This Discussion Paper is issued as the first part of our work on this reference. In preparing it we have been greatly assisted by an Advisory Group whose members are listed below.[2]
Background to the reference1.2 The law in relation to entitlement to interest on claims for payment of money has evolved in a piecemeal fashion over a period of many centuries. To begin with, interest could only be demanded in limited circumstances which were regarded as acceptable departures from the general prohibition of usury. Interest has since come to be regarded as an appropriate means of compensating a person for the loss of the use of money which he ought to have had but at no time has there been a comprehensive statutory statement of entitlement to interest. In recent years there has been legislation dealing specifically with interest on damages and on commercial debts. The result is a system which, subject to these exceptions, has become crystallised around rules laid down in the latter half of the 19th century and reflecting even earlier social attitudes. It lacks principle and consistency. Interest may or may not run on a claim for payment depending upon whether it is categorised as a debt or as a claim for damages. In the case of debt arising under a contract which contains no express stipulation for interest, an entitlement to interest will not generally commence unless and until a court action for payment has been raised. If however the claim is categorised as a contractual claim for damages, interest may run, depending upon the exercise of the court's discretion, from any time from the date when the right of action arose. In Elliott v Combustion Engineering Ltd,[3] Lord Hamilton, delivering the Opinion of the Extra Division, observed:
"It may be a matter of concern that in modern commercial contexts the law does not in general allow for interest to run on debts from a date earlier than judicial demand. However, reform of the law on interest on debt is a matter for the legislature, as was reform of the law on interest on damages."

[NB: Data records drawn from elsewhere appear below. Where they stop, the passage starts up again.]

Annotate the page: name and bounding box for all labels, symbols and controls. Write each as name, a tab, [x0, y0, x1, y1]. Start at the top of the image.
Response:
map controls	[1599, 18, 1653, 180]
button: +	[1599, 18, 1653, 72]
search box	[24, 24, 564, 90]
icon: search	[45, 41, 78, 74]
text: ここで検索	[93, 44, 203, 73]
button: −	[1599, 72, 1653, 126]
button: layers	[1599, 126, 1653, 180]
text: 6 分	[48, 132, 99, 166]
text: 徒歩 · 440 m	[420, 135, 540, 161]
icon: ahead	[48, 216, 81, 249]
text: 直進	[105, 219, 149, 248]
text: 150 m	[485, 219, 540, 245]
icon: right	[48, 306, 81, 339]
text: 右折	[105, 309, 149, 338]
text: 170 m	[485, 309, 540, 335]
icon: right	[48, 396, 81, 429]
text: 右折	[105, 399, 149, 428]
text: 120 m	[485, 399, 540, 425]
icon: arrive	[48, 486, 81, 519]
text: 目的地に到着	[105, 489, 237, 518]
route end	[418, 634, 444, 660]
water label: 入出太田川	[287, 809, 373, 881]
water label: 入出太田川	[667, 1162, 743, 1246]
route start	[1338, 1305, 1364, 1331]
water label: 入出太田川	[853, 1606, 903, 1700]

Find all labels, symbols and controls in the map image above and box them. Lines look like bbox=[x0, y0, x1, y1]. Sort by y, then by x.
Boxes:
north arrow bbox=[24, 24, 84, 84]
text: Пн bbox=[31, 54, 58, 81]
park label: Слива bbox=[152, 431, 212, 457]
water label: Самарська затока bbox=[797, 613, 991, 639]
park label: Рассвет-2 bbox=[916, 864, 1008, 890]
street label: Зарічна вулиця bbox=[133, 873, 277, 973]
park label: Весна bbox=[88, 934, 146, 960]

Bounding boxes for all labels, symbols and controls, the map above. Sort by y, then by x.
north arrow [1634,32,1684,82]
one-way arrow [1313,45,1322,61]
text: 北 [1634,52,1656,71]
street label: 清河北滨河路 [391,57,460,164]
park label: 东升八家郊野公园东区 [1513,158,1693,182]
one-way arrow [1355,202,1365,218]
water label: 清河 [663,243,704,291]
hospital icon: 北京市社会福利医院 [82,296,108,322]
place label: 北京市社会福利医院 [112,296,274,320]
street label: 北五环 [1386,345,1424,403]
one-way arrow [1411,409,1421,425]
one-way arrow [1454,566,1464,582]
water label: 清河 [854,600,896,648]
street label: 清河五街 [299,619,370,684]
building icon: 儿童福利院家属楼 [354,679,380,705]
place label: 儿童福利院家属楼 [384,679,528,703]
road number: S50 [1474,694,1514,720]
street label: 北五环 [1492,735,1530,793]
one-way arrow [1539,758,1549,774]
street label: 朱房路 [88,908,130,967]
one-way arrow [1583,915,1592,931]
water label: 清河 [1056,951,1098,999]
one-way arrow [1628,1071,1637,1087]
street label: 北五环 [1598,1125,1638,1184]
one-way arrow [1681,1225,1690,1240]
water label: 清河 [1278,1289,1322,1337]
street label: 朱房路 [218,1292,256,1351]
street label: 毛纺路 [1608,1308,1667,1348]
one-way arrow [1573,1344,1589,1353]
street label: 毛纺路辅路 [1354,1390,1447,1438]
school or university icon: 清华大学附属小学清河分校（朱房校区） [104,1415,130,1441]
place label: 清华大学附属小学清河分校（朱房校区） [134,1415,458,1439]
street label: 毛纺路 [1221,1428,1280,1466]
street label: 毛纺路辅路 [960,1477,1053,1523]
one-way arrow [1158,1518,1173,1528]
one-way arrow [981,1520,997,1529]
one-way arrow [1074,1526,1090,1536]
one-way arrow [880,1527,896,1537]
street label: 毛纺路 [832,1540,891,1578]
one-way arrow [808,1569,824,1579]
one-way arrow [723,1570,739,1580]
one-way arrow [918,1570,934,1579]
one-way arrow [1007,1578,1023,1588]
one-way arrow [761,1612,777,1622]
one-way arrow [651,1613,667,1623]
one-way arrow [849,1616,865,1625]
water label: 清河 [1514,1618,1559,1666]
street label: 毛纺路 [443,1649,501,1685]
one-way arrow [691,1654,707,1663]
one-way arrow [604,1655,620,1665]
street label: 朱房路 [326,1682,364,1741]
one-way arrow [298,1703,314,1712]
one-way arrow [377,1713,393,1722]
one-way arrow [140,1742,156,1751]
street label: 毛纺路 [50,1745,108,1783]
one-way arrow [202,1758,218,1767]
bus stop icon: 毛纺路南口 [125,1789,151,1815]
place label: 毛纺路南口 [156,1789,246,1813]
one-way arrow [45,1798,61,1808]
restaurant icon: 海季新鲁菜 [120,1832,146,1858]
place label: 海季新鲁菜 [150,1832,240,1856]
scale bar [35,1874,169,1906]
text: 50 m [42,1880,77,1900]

Other anomalies arising out of the law as it presently stands are discussed in more detail in this paper.
Scope of the Discussion Paper1.3 Most claims for interest arise either out of a claim for payment under a contract or out of a claim for damages for breach of a contractual or other obligation. The discussion in this paper is primarily concerned with those types of claim. In particular, we discuss entitlement to interest on contractual debt where the contract itself contains no provision creating or excluding an entitlement to interest in the event of delayed payment. There are however other circumstances in which claims for payment arise: for example, where a claim based on unjustified enrichment is made or where a person holding funds on behalf of another delays in making them over after payment has fallen due. We have regarded it as falling within our terms of reference to examine such circumstances in addition to the more common contractual and delictual claims with a view to proposing the creation of a comprehensive system of entitlement to interest which does not depend upon the legal classification of the claim.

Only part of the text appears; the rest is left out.